Jesus H. Of course she splurged on a wedding.* Of course she’s going back to college for another bachelor’s degree, because 7 years in university just weren’t enough. And of course she’s made a list of goals (people who never accomplish anything love to list goals), one of which is…that she promises to spend 45 minutes a day entering contests. Because you never know what you might win. What she’d win from spending 45 minutes a day on a StairClimber is more certain, more beneficial, and more tangible. But it’s also less fanciful, and considerably more difficult, so we can discard it immediately.

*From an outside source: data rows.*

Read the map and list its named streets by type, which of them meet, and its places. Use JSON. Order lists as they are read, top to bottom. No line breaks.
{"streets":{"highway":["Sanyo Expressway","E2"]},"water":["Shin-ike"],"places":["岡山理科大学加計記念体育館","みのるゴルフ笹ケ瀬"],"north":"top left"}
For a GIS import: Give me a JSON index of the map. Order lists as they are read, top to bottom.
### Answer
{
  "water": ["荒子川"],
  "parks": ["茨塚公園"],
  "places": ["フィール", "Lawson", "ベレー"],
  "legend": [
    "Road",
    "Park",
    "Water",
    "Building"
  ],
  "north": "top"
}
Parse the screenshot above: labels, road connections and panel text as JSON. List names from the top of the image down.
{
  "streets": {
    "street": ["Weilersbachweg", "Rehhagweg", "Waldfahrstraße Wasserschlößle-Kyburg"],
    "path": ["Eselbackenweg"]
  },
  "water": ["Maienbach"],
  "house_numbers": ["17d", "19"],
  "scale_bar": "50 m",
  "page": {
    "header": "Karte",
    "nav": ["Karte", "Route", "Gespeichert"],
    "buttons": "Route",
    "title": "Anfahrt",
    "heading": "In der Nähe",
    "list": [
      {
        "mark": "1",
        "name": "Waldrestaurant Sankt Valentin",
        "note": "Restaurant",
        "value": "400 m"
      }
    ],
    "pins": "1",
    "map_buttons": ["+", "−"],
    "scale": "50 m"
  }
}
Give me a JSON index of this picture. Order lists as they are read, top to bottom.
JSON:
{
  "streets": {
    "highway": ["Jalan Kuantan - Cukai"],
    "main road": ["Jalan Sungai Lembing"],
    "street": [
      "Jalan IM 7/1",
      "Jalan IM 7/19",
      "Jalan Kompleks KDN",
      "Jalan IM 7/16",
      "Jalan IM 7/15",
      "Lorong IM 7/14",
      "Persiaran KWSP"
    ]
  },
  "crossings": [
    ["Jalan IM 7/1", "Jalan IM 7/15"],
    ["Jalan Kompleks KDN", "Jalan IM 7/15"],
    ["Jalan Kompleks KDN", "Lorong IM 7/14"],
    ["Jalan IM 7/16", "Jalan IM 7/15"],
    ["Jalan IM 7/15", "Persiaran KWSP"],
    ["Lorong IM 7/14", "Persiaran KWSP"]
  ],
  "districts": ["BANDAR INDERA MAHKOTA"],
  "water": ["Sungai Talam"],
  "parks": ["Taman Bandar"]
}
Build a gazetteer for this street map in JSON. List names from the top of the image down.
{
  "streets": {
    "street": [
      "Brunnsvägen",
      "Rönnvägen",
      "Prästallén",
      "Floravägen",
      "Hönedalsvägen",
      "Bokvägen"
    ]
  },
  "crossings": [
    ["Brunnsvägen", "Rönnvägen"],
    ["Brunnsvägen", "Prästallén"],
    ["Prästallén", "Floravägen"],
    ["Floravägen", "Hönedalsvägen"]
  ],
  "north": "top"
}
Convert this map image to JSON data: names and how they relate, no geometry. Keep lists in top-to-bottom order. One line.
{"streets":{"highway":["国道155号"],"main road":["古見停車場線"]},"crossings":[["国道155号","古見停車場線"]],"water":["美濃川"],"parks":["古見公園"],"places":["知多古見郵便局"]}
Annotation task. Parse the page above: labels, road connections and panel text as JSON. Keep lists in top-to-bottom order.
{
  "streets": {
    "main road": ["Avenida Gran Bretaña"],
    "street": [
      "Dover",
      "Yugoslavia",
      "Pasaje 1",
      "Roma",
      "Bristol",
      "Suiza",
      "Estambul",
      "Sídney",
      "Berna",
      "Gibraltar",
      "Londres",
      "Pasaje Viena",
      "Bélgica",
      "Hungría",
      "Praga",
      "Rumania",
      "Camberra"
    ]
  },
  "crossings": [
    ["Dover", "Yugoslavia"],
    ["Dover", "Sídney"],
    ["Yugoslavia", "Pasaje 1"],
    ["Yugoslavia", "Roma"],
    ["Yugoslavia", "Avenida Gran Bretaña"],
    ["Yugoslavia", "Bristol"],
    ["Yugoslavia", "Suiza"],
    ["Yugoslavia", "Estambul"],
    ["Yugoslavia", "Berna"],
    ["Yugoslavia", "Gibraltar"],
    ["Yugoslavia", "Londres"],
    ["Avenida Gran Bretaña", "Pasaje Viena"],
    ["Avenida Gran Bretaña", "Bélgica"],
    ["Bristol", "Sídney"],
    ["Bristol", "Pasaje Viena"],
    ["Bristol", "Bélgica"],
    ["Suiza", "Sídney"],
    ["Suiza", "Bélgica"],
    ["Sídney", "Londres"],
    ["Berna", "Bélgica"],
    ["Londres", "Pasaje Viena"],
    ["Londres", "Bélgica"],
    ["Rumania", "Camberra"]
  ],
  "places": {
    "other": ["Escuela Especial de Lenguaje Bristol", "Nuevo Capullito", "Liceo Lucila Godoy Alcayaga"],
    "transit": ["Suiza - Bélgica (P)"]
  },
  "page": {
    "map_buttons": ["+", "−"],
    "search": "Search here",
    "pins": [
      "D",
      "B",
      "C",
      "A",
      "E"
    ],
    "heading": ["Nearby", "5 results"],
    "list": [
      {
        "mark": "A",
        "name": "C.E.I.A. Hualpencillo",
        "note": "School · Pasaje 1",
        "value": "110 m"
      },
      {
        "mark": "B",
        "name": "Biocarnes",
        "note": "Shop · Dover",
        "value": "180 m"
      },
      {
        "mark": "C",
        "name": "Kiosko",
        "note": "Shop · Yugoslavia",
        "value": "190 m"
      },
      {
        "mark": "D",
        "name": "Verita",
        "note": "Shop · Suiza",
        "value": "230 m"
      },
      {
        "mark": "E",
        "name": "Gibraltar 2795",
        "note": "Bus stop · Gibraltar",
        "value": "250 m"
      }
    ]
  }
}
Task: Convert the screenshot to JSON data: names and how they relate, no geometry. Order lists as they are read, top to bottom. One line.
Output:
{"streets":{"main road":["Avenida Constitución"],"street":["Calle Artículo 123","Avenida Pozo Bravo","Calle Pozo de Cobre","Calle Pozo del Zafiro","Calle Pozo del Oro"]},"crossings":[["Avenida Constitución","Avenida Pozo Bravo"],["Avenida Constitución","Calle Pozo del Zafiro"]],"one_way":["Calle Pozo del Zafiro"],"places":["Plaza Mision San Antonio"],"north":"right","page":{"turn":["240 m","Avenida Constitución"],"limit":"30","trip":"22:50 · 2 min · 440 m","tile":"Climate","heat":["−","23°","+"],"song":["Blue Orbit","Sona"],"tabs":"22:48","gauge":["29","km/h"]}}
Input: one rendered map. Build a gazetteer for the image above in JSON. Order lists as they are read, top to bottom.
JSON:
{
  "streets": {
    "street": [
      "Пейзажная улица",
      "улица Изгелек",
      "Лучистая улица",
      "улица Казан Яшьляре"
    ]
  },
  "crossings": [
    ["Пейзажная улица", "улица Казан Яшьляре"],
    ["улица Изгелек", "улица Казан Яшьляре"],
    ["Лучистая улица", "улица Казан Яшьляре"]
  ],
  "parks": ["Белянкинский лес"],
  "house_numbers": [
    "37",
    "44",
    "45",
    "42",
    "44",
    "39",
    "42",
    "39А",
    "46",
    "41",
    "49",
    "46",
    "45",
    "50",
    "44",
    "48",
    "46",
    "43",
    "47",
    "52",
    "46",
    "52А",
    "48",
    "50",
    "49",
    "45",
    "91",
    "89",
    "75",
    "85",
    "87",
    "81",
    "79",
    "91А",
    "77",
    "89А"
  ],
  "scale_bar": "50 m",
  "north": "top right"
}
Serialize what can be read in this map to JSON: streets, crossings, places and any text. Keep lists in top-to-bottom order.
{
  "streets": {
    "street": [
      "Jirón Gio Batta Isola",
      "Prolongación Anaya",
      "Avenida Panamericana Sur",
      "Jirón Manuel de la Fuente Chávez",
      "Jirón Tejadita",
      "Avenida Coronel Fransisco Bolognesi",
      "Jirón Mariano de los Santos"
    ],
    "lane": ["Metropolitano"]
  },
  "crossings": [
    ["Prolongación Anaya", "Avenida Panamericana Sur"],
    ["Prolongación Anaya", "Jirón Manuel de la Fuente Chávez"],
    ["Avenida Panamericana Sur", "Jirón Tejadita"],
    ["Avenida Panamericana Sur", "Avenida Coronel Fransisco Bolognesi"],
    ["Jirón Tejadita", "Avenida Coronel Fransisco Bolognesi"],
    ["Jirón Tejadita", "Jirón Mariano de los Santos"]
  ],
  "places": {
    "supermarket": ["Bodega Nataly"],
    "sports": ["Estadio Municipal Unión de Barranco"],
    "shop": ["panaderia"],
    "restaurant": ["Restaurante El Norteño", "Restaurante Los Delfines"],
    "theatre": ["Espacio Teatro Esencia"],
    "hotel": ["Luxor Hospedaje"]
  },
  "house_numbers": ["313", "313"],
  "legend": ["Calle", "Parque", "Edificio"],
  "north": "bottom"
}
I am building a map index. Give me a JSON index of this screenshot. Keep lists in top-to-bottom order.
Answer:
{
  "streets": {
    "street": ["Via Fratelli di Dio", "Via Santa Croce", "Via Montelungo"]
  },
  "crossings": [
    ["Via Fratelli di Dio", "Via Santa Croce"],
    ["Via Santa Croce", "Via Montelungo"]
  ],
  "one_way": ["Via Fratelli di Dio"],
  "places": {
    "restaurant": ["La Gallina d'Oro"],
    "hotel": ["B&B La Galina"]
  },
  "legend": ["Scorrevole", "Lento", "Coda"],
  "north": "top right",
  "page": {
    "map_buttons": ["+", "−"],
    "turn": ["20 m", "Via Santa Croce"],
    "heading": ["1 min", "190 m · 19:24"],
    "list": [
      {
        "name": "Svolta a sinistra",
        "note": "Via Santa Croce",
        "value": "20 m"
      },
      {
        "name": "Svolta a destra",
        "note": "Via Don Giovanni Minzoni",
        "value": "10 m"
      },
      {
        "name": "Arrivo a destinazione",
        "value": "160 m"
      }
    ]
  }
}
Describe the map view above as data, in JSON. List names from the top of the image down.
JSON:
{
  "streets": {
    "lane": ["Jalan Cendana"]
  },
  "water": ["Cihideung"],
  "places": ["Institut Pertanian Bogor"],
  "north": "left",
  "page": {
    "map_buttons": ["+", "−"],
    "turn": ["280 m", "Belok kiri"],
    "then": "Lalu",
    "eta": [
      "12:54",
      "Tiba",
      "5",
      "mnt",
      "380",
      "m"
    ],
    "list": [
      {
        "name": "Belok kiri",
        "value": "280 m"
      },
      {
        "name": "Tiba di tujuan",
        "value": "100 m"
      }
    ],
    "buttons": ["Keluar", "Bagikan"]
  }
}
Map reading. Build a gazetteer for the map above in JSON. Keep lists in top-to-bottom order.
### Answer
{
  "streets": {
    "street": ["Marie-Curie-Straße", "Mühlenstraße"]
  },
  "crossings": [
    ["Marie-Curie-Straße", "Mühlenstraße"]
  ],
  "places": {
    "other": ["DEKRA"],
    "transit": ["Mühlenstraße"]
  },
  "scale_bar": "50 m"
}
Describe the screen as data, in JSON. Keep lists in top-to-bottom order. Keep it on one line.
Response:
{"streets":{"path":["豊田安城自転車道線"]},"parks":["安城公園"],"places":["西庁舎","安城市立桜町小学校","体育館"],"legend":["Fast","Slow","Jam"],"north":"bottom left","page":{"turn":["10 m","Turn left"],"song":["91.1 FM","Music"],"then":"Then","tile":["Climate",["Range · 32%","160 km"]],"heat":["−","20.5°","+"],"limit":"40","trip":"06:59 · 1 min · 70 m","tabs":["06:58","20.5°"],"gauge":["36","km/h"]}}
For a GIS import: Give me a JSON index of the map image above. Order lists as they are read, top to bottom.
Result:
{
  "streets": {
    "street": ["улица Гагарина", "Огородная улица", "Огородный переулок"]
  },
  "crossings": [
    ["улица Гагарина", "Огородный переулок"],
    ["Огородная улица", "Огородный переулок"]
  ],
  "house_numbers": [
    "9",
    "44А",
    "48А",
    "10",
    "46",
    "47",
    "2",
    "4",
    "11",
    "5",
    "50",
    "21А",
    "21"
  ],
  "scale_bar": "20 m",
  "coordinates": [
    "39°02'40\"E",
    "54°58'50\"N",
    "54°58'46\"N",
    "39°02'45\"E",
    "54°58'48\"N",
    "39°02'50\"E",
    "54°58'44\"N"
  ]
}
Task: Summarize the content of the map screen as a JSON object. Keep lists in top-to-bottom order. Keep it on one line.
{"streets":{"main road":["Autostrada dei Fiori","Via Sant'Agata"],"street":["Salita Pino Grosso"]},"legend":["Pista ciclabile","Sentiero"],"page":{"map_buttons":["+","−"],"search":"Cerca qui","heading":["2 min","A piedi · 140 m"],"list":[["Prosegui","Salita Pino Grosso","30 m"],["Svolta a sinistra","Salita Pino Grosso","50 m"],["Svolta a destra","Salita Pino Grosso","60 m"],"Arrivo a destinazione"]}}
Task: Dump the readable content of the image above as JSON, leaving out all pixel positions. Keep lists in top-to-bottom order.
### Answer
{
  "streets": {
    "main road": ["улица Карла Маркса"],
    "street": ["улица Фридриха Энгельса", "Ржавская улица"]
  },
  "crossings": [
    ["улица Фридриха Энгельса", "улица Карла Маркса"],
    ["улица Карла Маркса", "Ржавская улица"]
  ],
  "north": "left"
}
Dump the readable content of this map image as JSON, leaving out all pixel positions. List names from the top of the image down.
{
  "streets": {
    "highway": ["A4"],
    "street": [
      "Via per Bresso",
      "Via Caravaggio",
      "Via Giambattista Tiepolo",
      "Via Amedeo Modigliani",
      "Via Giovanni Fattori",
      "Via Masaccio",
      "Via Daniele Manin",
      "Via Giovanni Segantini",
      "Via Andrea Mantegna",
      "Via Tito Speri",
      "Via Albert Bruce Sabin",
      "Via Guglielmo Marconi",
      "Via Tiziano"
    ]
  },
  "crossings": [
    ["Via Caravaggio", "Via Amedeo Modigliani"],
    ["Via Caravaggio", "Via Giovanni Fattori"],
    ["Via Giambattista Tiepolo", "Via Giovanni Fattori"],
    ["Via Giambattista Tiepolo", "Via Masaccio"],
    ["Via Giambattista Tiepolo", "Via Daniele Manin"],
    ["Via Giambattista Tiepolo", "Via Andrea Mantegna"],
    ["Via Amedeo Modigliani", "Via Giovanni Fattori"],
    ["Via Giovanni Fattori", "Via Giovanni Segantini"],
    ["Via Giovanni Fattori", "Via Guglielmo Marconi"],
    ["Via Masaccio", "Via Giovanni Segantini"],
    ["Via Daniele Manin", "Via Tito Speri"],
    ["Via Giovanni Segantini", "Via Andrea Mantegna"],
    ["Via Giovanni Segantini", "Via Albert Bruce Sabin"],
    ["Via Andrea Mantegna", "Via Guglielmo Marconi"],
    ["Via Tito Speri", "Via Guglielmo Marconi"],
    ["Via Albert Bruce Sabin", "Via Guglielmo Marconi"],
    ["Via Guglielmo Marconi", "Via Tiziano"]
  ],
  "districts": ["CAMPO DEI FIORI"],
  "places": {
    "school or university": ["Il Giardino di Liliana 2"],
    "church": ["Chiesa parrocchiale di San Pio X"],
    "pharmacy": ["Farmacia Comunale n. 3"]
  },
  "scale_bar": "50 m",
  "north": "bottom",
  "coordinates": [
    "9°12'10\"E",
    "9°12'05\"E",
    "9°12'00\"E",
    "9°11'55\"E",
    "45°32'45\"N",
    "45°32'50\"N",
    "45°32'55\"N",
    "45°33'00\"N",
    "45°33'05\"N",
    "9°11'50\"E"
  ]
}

If you take one thing away from our site, let it be this: By and large, people want to be poor. They make the decisions and willingly execute the activities that will invariably result in being poor, therefore it stands to reason that they must want to be poor. Nothing will convince them otherwise, as they happily continue with the same destructive habits (spending too much, overeducating, writing interminable self-referential blog posts) that got them poor in the first place.
The good news is that thanks to them, the field is a lot less crowded for the rest of us. Don’t crank out kids when you’re a teenager, don’t spend money you can’t afford, don’t borrow money to exacerbate the problem of spending money you can’t afford, and stop selling assets and buying liabilities. Read this and you’ll never be anyone’s retard.
*If you’re $35,000 in debt, and you do anything beyond paying $50 to have a justice of the peace marry you, you’re splurging.